Restaurant by Olafur Eliasson Opens at the Tate Modern
The Icelandic artist transforms the museum’s Terrace Bar into his Berlin kitchen and serves up vegetarian meals
Danish-Icelandic artist Olafur Eliasson might be best known for his impactful, environmentally concerned artworks, such as The Weather Project, where he flooded Tate Modern’s Turbine Hall with fake sunlight. But he’s equally passionate about food. Every day in his Berlin studio, located in a massive former brewery, Eliasson’s staff congregates at long tables for a multicourse vegetarian meal cooked on-site by a team of chefs.
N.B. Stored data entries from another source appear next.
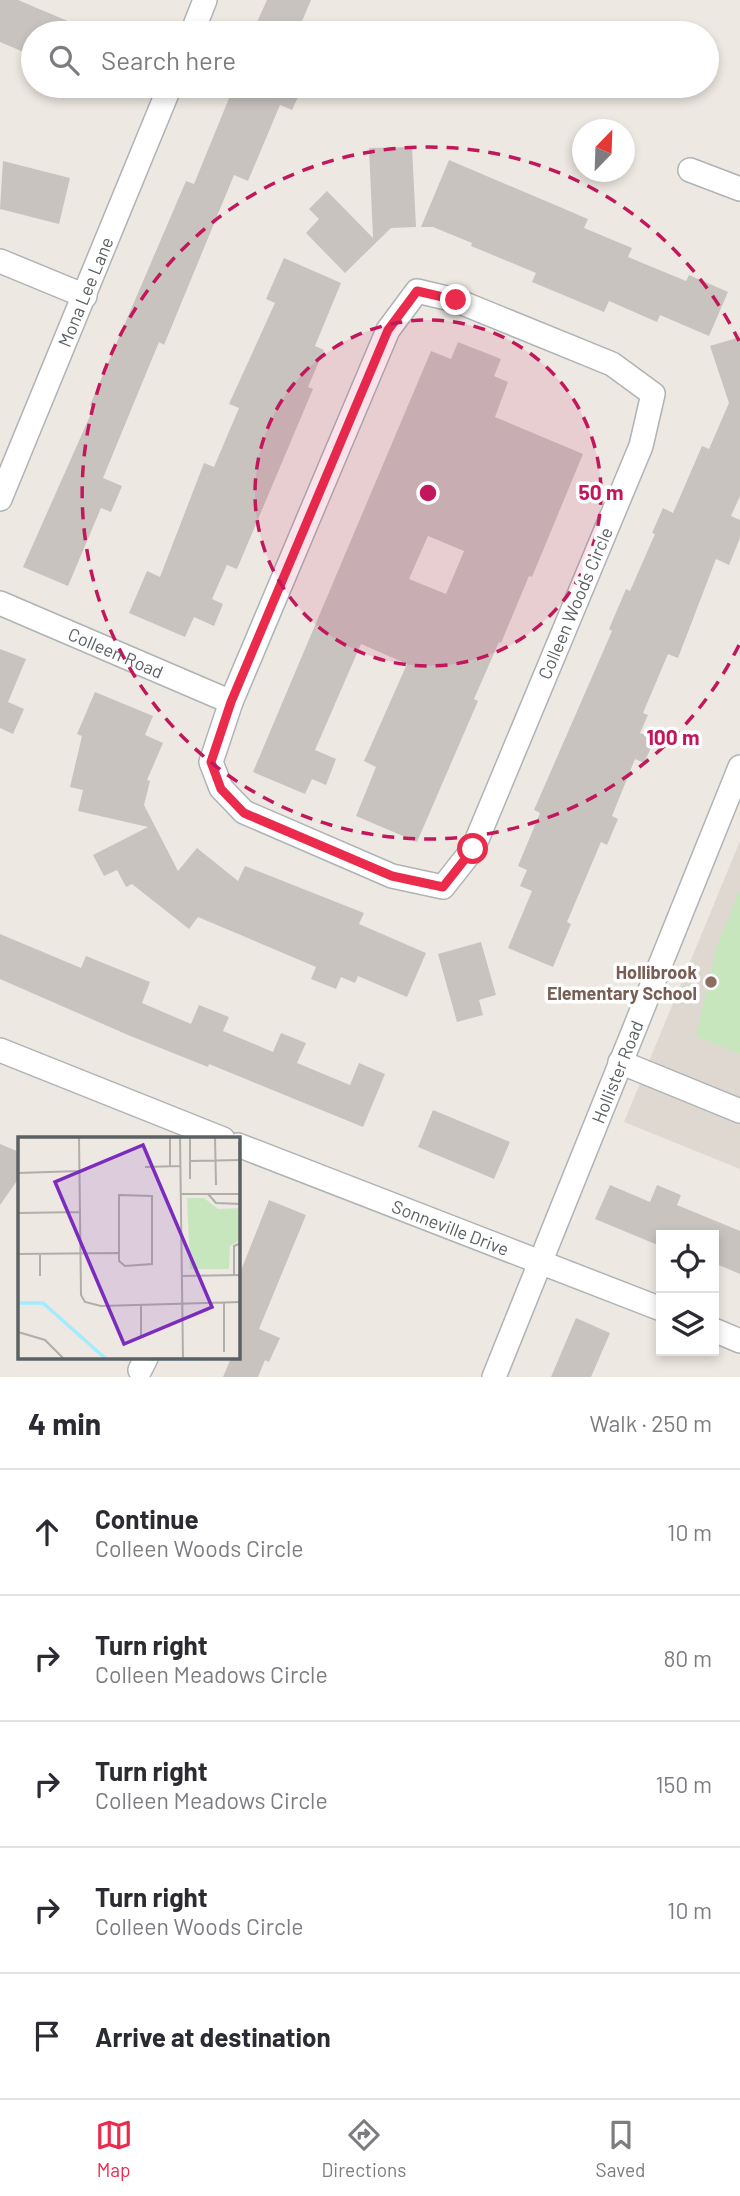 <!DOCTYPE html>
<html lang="en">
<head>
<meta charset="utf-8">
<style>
	:root { --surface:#fff; --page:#f2f2f3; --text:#2b2b33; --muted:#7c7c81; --line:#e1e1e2; --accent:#eb2b4c }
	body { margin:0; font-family:Barlow,sans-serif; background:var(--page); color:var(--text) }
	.controls { position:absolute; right:21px; bottom:21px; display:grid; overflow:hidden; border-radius:0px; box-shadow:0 4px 10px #0003 }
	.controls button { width:63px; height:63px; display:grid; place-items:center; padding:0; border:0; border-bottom:2px solid var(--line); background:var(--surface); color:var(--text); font:35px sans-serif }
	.compass { position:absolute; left:572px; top:119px; width:63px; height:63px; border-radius:50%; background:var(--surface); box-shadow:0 4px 10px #0003; rotate:23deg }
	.stop { position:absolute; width:21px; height:21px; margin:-16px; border:5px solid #eb2b4c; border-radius:50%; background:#fff }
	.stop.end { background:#eb2b4c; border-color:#fff; box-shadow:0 2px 7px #0008 }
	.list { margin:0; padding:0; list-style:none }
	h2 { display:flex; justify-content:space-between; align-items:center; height:91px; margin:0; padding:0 28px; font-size:30px }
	h2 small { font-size:23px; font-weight:400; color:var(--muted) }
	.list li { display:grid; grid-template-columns:46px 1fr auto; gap:21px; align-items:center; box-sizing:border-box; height:126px; padding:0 28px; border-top:2px solid var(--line) }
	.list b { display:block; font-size:26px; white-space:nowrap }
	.list p { margin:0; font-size:23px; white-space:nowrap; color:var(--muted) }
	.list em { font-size:23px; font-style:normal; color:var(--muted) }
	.icon { flex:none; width:38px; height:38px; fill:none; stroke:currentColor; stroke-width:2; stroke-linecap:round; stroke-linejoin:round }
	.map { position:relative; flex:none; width:740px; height:1377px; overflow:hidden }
	.search { position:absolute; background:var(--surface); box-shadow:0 4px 10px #0003; left:21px; right:21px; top:21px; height:77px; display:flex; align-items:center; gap:18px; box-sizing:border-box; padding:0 24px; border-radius:38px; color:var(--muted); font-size:26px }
	.sheet { height:721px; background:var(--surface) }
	nav { display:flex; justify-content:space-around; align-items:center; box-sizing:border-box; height:98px; border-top:2px solid var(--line); background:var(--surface); font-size:19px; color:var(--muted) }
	nav a { display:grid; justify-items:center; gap:4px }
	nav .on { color:var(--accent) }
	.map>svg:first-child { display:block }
</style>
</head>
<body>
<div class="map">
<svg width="740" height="1377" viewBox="0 0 740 1377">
	<rect width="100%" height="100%" fill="#eee8e2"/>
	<!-- education -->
	<path fill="#ded8d0" d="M 740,841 L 740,1169 L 624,1122 Z"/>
	<!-- green -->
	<path fill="#c8e6be" d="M 740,889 L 740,1054 L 696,1036 L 716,948 Z"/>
	<!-- building -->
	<path fill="#c9c3c0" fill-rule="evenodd" d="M 0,0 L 18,0 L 96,33 L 33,33 L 33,56 L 0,42 Z
		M 267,0 L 311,0 L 297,33 L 252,33 Z
		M 234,86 L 303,86 L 292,110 L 280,105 L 248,181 L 234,175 L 164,345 L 159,342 L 103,478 L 122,486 L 111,512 L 101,508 L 68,586 L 23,567 L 94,407 L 90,405 L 186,181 L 194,184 Z
		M 412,147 L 416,227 L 391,228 L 345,273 L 306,233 L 319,219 L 309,209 L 327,191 L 373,238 L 369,148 Z
		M 449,160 L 588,219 L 584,228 L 632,248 L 628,257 L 686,281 L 689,275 L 728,292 L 709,336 L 660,315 L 657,322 L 609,301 L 604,312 L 532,282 L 536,273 L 471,246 L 472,243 L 433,227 L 421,227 Z
		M 3,161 L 70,178 L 59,224 L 0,209 Z
		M 284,258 L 341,283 L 315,346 L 324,350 L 308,387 L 313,389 L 237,569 L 227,565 L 212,599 L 223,604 L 214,626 L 194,617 L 185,637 L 129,613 L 147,571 L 160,577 L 204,463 L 214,467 L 239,408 L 229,404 L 275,303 L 266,299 Z
		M 740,337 L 740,496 L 731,516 L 740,520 L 740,538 L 729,565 L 716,559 L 678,658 L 668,654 L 643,713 L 648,715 L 640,733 L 655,739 L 644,763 L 635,759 L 612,816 L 618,819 L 607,845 L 601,842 L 567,922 L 571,924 L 553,967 L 508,948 L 532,891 L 520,886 L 527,870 L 518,866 L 540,813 L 534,810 L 612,631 L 609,629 L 626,589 L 630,591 L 655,534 L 652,533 L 663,508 L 673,513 L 702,446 L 709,449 L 729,403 L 710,346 Z
		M 458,342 L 501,359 L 494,376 L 508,382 L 495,417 L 583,454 L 532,577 L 529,576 L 501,643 L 499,642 L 474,699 L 478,701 L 417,842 L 356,816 L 376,767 L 364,761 L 407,664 L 361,644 L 315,750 L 336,759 L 326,785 L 312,779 L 305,794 L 253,772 L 431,351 L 451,359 ZM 428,536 L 464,551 L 446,594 L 409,579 Z
		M 0,649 L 26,659 L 8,702 L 24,709 L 13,734 L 0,728 Z
		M 95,692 L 153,716 L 145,735 L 163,743 L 147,780 L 150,781 L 144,805 L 178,871 L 197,848 L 238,881 L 245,866 L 364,913 L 359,924 L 426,953 L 407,997 L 358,976 L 355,983 L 341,977 L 336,989 L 311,979 L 316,967 L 198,917 L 189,929 L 132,884 L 126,887 L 117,870 L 104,876 L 93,855 L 148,827 L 78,811 L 83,790 L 70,787 L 82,736 L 77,734 Z
		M 0,934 L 81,968 L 86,956 L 150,982 L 142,1003 L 191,1024 L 199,1005 L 229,1017 L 223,1031 L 273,1052 L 281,1033 L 306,1043 L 297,1063 L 350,1085 L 359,1063 L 385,1074 L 363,1127 L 209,1064 L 208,1067 L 128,1035 L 0,979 Z
		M 481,942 L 496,995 L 479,1000 L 483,1015 L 457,1022 L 438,954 Z
		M 433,1110 L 510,1142 L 494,1179 L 418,1147 Z
		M 0,1144 L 19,1152 L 19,1178 L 0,1205 Z
		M 610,1185 L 650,1202 L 657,1185 L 681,1195 L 677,1205 L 740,1231 L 740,1274 L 714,1263 L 714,1235 L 661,1235 L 660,1246 L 595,1219 Z
		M 269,1200 L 306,1215 L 259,1329 L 280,1338 L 269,1362 L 265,1360 L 258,1377 L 223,1377 L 231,1358 L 238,1358 L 238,1278 Z
		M 576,1318 L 610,1333 L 591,1377 L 551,1377 Z"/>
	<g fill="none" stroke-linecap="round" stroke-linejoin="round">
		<defs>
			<g id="minor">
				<path d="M 192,33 L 205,0"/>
				<path d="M 690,170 L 740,189"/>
				<path d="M 0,261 L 85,296"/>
				<path d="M 417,291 L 455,300 L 612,364 L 653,394 L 641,446 L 473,849 L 443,887 L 392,876 L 244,812 L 221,788 L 211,762 L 231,702 L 388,330 Z"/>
				<path id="s1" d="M 0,499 L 170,86"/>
				<path id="s2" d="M 0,603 L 231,702"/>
				<path d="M 0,1050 L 223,1139"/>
				<path d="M 620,1062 L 740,1111"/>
				<path id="s3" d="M 238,1145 L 661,1309"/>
				<path d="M 714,1330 L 740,1341"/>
				<path d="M 140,1370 L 146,1358"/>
				<path id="s4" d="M 494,1377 L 740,767"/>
			</g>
		</defs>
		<!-- minor casing -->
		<use href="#minor" stroke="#aeb3b5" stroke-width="26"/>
		<!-- minor -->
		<use href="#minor" stroke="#fff" stroke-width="23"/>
	</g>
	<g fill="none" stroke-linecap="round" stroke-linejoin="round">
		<!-- route -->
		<path stroke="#eb2b4c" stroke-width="9" d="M 456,300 L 417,291 L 388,330 L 231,702 L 211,762 L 221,789 L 244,813 L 392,876 L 443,887 L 473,849"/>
	</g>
	<!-- distance rings -->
	<circle cx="428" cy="493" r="173" fill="#c2185b" fill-opacity=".12"/>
	<g fill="none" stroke="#c2185b" stroke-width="3.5" stroke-dasharray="12 9">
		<circle cx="428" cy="493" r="173"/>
		<path d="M739 645A346 346 0 1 1 739 341"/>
	</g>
	<!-- markers -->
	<circle fill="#8d6e63" stroke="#fff" stroke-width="2.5" cx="711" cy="982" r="7"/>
	<g text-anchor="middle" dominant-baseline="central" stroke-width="7" stroke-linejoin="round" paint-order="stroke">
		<!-- street labels -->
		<g font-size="18" fill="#5b6163" stroke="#fff">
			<text stroke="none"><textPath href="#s1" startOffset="224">Mona Lee Lane</textPath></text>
			<text transform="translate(575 603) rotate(-67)">Colleen Woods Circle</text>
			<text stroke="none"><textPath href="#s2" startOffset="126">Colleen Road</textPath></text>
			<text stroke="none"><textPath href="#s4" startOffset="329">Hollister Road</textPath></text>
			<text stroke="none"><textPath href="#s3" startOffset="228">Sonneville Drive</textPath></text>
		</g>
		<!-- education labels -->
		<g font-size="18" font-weight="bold" fill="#785e54" stroke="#fff" text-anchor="end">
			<text x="697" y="972">Hollibrook<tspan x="697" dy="21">Elementary School</tspan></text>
		</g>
	</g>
	<!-- overview -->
	<g transform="translate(18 1137)">
		<rect width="222" height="222" fill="#eee8e2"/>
		<path d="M 169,61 L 186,61 L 200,72 L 222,71 L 222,103 L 212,109 L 211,132 L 172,132 Z" fill="#c8e6be"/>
		<path fill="none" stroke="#a1edff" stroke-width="3.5" d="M 0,166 L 25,166 L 88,222M 132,222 L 184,222"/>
		<path fill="none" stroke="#afaeab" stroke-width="2" d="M 61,0 L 63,158 L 67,165 L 83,169 L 223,165M 152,0 L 152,30M 162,0 L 165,222M 172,0 L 172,42M 197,0 L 198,48M 221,5 L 222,48M 172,24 L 223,23M 127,30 L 162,29M 0,36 L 62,34M 163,57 L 190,57M 223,57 L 190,57 L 198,66 L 223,67M 101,58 L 134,59 L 134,127 L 107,129 L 101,124 ZM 0,76 L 62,75M 0,117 L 100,116M 22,117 L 22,139M 216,138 L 216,109 L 223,106M 164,139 L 223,138M 206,166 L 206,215M 0,195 L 27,203 L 46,222M 123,200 L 123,168"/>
		<path fill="#7b2cbf" fill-opacity="0.15" stroke="#7b2cbf" stroke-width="3.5" d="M 125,8 L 194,170 L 106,207 L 37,45 Z"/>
		<rect width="222" height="222" fill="none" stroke="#5b6163" stroke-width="3.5"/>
	</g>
	<circle cx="428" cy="493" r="10" fill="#c2185b" stroke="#fff" stroke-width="3.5"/>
	<g font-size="21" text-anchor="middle" font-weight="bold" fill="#c2185b" stroke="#fff" stroke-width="7" stroke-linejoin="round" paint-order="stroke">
		<text x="601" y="500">50 m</text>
		<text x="673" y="745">100 m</text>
	</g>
</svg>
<div class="controls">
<button><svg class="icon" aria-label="locate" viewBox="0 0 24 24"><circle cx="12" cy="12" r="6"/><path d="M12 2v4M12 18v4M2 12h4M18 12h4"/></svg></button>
<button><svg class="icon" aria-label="layers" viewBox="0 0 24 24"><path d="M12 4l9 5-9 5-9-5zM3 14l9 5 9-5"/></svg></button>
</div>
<svg class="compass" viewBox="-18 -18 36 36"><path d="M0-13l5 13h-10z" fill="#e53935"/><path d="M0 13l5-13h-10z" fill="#7c7c81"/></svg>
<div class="stop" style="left:473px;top:849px"></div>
<div class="stop end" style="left:456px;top:300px"></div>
<div class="search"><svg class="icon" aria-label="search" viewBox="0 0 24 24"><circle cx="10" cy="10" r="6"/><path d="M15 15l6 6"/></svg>Search here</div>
</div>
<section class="sheet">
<h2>4 min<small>Walk · 250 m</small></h2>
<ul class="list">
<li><svg class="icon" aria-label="ahead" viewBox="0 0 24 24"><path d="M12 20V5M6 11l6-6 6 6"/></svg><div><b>Continue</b><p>Colleen Woods Circle</p></div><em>10 m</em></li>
<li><svg class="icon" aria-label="right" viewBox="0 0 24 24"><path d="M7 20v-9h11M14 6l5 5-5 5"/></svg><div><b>Turn right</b><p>Colleen Meadows Circle</p></div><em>80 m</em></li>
<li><svg class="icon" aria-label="right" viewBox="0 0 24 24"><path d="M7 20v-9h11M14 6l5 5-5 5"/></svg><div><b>Turn right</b><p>Colleen Meadows Circle</p></div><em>150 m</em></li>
<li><svg class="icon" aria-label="right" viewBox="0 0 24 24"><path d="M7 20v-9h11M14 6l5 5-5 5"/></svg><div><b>Turn right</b><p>Colleen Woods Circle</p></div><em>10 m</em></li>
<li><svg class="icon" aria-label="arrive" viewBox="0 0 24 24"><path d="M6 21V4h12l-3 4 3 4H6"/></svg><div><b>Arrive at destination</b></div></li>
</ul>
</section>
<nav>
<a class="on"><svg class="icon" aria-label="map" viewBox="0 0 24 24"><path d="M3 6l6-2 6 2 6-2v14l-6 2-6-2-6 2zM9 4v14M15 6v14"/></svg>Map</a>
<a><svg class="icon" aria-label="directions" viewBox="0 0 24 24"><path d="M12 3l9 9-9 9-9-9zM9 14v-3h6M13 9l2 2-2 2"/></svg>Directions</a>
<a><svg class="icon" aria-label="saved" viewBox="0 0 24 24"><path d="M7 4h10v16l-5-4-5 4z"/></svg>Saved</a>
</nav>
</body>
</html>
Guests frequently drop by, including his neighbor Ai Weiwei and René Redzepi, of Noma fame, to name a few. Eliasson is also the author of Studio Olafur Eliasson: The Kitchen (Phaidon), which is filled with recipes, poetry, and musings from the studio. This summer, art lovers will get the chance to experience his culinary philosophy at Tate Modern, which is hosting a major retrospective that brings together more than 30 works from three decades of his practice.
Coinciding with the show, Eliasson will turn the museum’s Terrace Bar into a version of his Berlin kitchen. Fuel up on vibrant, vegetarian-focused dishes sourced from local farms before exploring the dynamic works in the exhibition, including a disorienting, nearly 150-foot tunnel of dense fog and his Room for One Colour.